Le procès Delphine Boël reporté à septembre

Le tribunal de première instance de Bruxelles se réunira le 3 septembre prochain afin de fixer un calendrier concernant la demande de Delphine Boël d'obtenir l'ADN de membres de la famille royale afin de prouver qu'elle est la fille naturelle du roi Albert II. L'audience de ce mardi, qui s’est tenue à huis-clos, n'était qu'une simple séance d'introduction, ont précisé les avocats des deux parties.

Les avocats doivent désormais échanger des propositions de dates pour les prochaines audiences. Le 3 septembre, après les vacances judiciaires, le tribunal de première instance se réunira à nouveau afin de fixer le calendrier, en cas d'accord entre les parties. Les avocats devront alors se revoir afin de déposer leurs conclusions.

Aucun avocat n'a souhaité faire de commentaires sur l'état d'esprit de ses clients. "Ils sont soumis au code civil, ils sont attaqués et ils se défendent", a cependant glissé Alain Berenboom, conseil du roi Albert, du prince Philippe et de la princesse Astrid, cités à comparaître par Delphine Boël. "Nous avons développé les bons arguments."

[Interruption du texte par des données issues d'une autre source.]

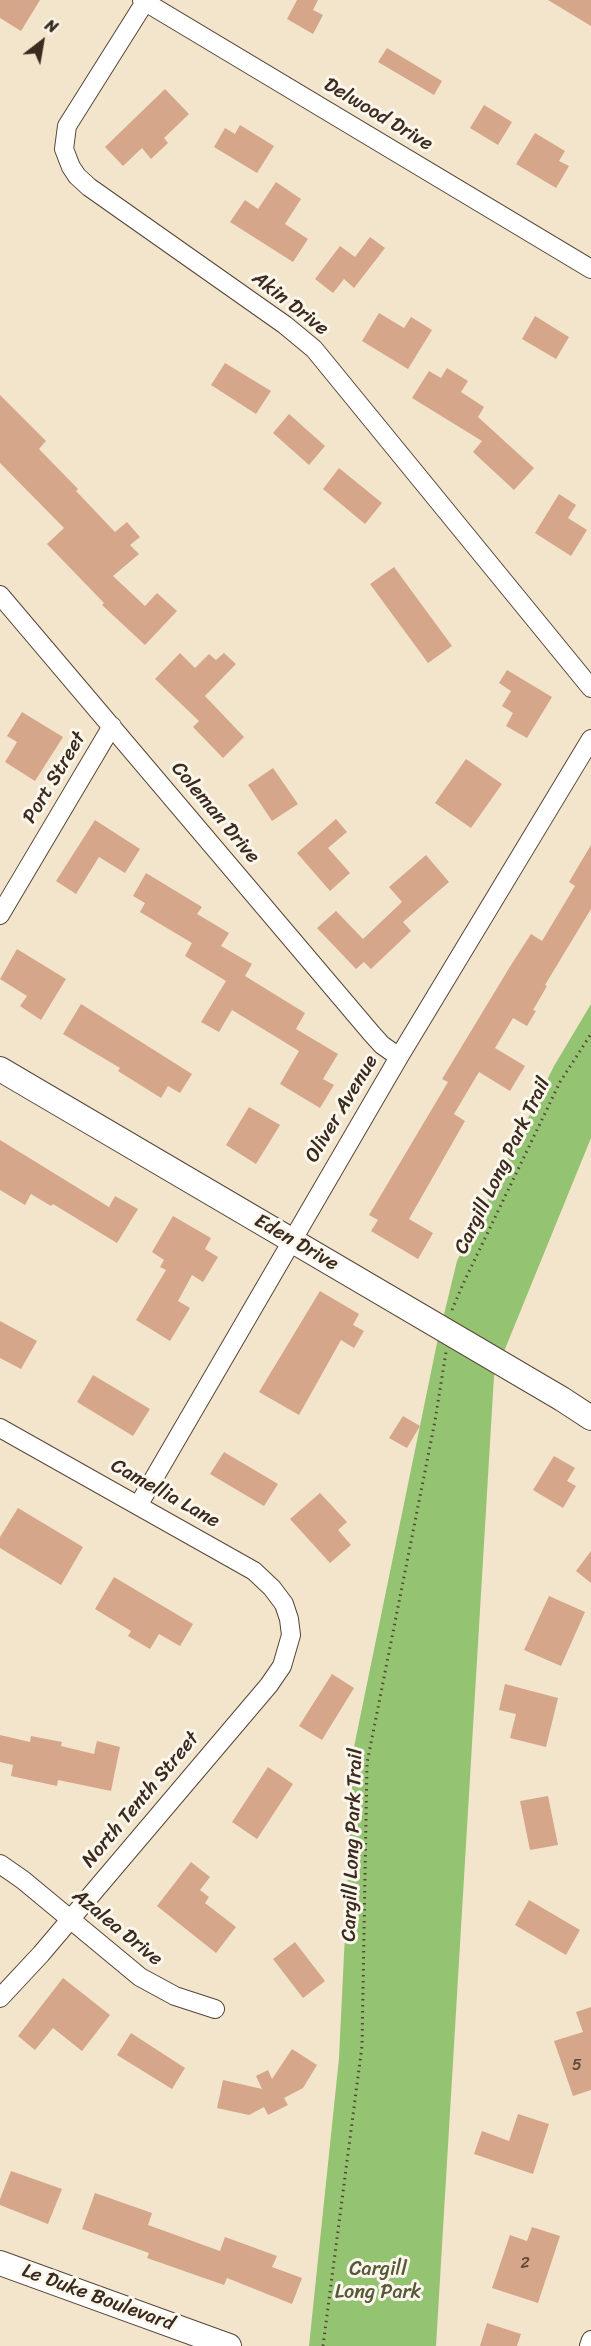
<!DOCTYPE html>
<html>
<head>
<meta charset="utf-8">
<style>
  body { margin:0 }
  #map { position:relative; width:591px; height:2346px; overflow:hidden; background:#f3e5cc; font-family:Sriracha,sans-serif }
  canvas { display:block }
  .north { position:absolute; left:12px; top:12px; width:60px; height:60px; -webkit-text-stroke:4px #fbf7ec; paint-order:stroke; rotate:31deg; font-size:16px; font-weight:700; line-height:24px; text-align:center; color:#3b2a1e }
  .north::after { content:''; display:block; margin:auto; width:21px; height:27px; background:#3b2a1e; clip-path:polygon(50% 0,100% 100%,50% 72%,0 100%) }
</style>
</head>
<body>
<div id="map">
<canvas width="591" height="2346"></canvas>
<div class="north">N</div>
</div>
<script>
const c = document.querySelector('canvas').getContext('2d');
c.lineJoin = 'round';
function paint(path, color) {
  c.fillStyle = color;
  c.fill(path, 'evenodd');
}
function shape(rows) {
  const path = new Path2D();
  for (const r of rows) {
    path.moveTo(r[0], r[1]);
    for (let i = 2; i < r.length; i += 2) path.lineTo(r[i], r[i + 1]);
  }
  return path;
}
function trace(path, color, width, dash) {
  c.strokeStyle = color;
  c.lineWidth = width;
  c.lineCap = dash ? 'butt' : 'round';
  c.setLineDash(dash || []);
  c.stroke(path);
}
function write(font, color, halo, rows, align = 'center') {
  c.font = font + ' Sriracha,sans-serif';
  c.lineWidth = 6;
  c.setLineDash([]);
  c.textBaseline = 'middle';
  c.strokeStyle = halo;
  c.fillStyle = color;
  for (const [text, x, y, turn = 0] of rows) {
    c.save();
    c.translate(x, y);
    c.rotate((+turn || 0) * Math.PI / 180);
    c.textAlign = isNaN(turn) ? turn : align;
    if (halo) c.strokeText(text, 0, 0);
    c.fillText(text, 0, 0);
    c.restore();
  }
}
const green = shape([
  [591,1004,591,1138,494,1376,436,2346,309,2346,339,2058,354,1747,437,1343,457,1261,554,1066]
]);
const building = shape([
  [0,0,40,0,21,31,0,18],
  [297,0,318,0,313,10,323,15,313,34,287,19],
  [548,0,591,0,591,26],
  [387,48,442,81,434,95,378,62],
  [165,89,189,114,164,138,168,143,151,159,142,148,123,166,105,147],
  [484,105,512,122,498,145,470,128],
  [240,125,274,146,257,173,214,147,225,128,235,134],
  [535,133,565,151,559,161,569,166,556,188,516,164],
  [276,182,301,199,285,224,308,239,293,262,230,222,245,200,258,209],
  [370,237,385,248,354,288,344,279,333,293,315,279,340,246,355,257],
  [379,313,404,328,411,317,432,330,408,369,362,341],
  [535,316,569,337,556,359,522,339],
  [225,363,271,391,256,414,211,385],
  [447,368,468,381,461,392,484,407,478,417,534,468,514,490,473,452,482,441,412,398,429,371,441,378],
  [0,395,46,441,39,449,78,489,76,491,115,532,127,522,140,537,130,545,139,554,113,576,145,606,157,593,177,611,145,645,102,605,104,603,47,544,64,528,0,463],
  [289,414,325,446,309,465,273,433],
  [339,468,382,503,365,524,323,489],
  [559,494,576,505,568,518,587,530,571,556,535,533],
  [394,567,452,646,428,663,370,584],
  [180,653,195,668,209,654,216,660,224,653,236,664,205,696,244,737,223,758,193,727,199,721,155,679],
  [507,670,552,697,527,738,506,726,513,713,502,706,511,691,499,683],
  [22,712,63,737,35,781,5,762,17,742,7,736],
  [466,759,502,784,471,828,435,803],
  [273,768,298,804,272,821,248,785],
  [336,819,347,832,328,848,350,873,330,891,297,853],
  [95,820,140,849,125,873,99,857,76,894,56,881],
  [591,845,591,909,545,985,547,986,533,1010,536,1011,527,1026,513,1018,495,1048,525,1066,510,1091,479,1072,454,1114,465,1121,409,1219,433,1233,418,1259,371,1231,378,1220,369,1215,448,1082,442,1079,511,965,531,934,542,941,575,886,569,882],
  [426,855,449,882,403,922,411,931,371,969,364,962,356,969,317,928,336,911,363,939,402,902,389,887],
  [146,873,202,907,197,914,229,933,221,946,252,964,245,976,305,1013,296,1029,338,1054,323,1079,334,1085,320,1108,280,1084,299,1051,232,1010,219,1032,201,1022,226,981,185,956,192,943,140,912,145,903,133,896],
  [17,949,66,979,41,1020,20,1006,27,996,0,979],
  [81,1004,192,1074,180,1093,168,1086,161,1098,118,1071,120,1068,63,1034],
  [249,1107,280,1125,256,1164,226,1145],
  [0,1140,109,1207,115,1196,138,1209,117,1243,53,1204,51,1206,31,1194,25,1205,0,1190],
  [173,1216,211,1238,205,1249,218,1257,203,1282,192,1275,178,1301,190,1308,170,1341,136,1320,166,1270,160,1267,164,1260,152,1252],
  [320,1291,359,1314,353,1325,364,1331,354,1348,341,1340,299,1415,259,1392],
  [0,1321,37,1341,21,1369,0,1358],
  [93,1375,150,1409,133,1436,77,1402],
  [403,1416,420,1426,407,1448,389,1438],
  [224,1452,278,1484,264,1506,210,1474],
  [554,1456,575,1468,567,1481,576,1486,563,1508,533,1490],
  [320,1493,347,1522,338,1530,351,1545,330,1563,290,1519],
  [18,1508,83,1547,61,1585,0,1548,0,1537],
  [591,1551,591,1583,576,1571],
  [114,1577,193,1624,180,1646,159,1634,150,1649,128,1636,131,1631,95,1609],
  [549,1596,585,1612,561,1666,524,1650],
  [332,1674,354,1688,322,1740,299,1726],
  [505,1684,558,1698,546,1747,510,1738,516,1714,499,1710],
  [0,1735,30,1742,31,1736,62,1742,61,1746,94,1754,97,1741,120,1747,111,1791,58,1780,57,1786,11,1776,13,1765,0,1762],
  [268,1767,293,1784,257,1839,232,1822],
  [548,1796,558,1845,530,1850,520,1801],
  [191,1862,210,1877,200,1890,209,1897,205,1903,236,1927,216,1953,157,1906],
  [529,1900,580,1930,566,1955,515,1925],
  [295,1942,325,1981,303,1998,273,1959],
  [63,1978,110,2015,82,2051,53,2028,35,2050,18,2036],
  [591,2007,591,2090,573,2096,554,2041,583,2032,576,2012],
  [131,2033,185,2068,172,2089,117,2055],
  [292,2049,317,2065,303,2088,284,2098,288,2105,268,2115,264,2107,249,2115,217,2108,223,2080,262,2089,256,2076,268,2070,272,2079],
  [518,2114,549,2124,533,2174,474,2154,482,2131,509,2141],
  [11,2171,62,2189,48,2224,0,2205,0,2199],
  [95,2193,152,2213,148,2225,220,2251,225,2237,277,2256,272,2267,302,2278,292,2304,227,2278,224,2285,147,2258,149,2253,82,2229],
  [532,2227,560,2236,538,2303,492,2288,510,2235,527,2241],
  [487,2323,521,2334,517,2346,480,2346]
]);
const path = shape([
  [452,1310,463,1284,560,1082,591,1034],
  [323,2346,362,2046,367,1763,435,1421,446,1352]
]);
const minor = shape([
  [142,0,591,269],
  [145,2,67,126,64,149,71,167,77,176,89,187,285,325,314,349,591,688],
  [0,595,372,1034,382,1045,399,1057],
  [0,915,112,726],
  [0,1428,254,1571,272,1588,284,1604,289,1619,291,1635,282,1666,269,1685,41,1954,0,1998],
  [139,1504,399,1057,591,739],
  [0,1864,23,1880,140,1977,175,1996,215,2009],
  [589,2346,591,2340]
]);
const tertiary = shape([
  [0,1069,562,1399,591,1418],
  [0,2263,229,2346]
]);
const numberNames = [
  ["5",577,2066],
  ["2",525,2264]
];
const streetNames = [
  ["Delwood Drive",378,115,31],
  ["Akin Drive",290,304,38],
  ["Port Street",55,778,-59],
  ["Coleman Drive",215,813,50],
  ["Oliver Avenue",342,1109,-59],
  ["Cargill Long Park Trail",503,1166,-64],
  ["Eden Drive",296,1243,30],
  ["Camellia Lane",165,1494,29],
  ["North Tenth Street",141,1800,-50],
  ["Cargill Long Park Trail",353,1845,-88],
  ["Azalea Drive",117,1928,39],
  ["Le Duke Boulevard",98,2298,20]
];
const parkNames = [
  ["Cargill",378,2270],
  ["Long Park",378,2293]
];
paint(green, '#94c372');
paint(building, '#d5a689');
trace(minor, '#574638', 20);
trace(tertiary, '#574638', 26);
trace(path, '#574638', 3, [1.5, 4.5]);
trace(minor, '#fff', 18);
trace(tertiary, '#fff', 24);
write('16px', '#624939', null, numberNames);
write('20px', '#3b2a1e', '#fbf7ec', streetNames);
write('20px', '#565837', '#fbf7ec', parkNames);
</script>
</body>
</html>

Alain Berenboom a également précisé qu'il était déjà intervenu, au nom du Palais, pour aider Delphine Boël dans sa vie professionnelle. "Il y a quelques mois, je suis entré en contact avec une entreprise qui ne voulait pas collaborer avec elle en raison de ses relations délicates avec le Palais", a-t-il précisé. "Je suis donc un peu surpris qu'elle fasse état de discrimination dans son assignation."

Sybille de Selys-Longchamps (photo), la mère de Delphine Boël, souhaite par ailleurs participer activement au procès intenté par sa fille, rapporte la presse ce mardi. "C'est une intervention de soutien", a simplement commenté l'avocat de Delphine Boël, Alain De Jonge. "Ce n'est pas une demande de Delphine."

La baronne sort ainsi de son silence pour la deuxième fois en quelques jours. Elle devra toutefois d’abord prouver qu’elle a une raison d’être partie intervenante au procès. Si tel est le cas, le juge pourra alors prendre en compte ses réclamations.
 

"Le roi refuse d’entrer dans la modernité"

Le député Yvan Mayeur (PS) a plaidé mardi pour que le roi soit soumis aux mêmes obligations que le commun des mortels en matière de droit familial.

"Les règles élémentaires que l'on demande à tous les pères et les mères doivent s'appliquer aussi à lui", a-t-il jugé mardi au micro de Bel-RTL. Disant comprendre l'action juridique entamée par Delphine Boël, le député estime que le roi devrait accepter de lui parler et de résoudre cette affaire de manière privée.

Pour lui, l'attitude du Palais dans cette affaire trahit son "refus d'entrer dans la modernité". "Il est temps que notre monarchie constitutionnelle entre dans le XXIe siècle", a-t-il ajouté, citant en exemple l'attitude de la famille royale des Pays-Bas.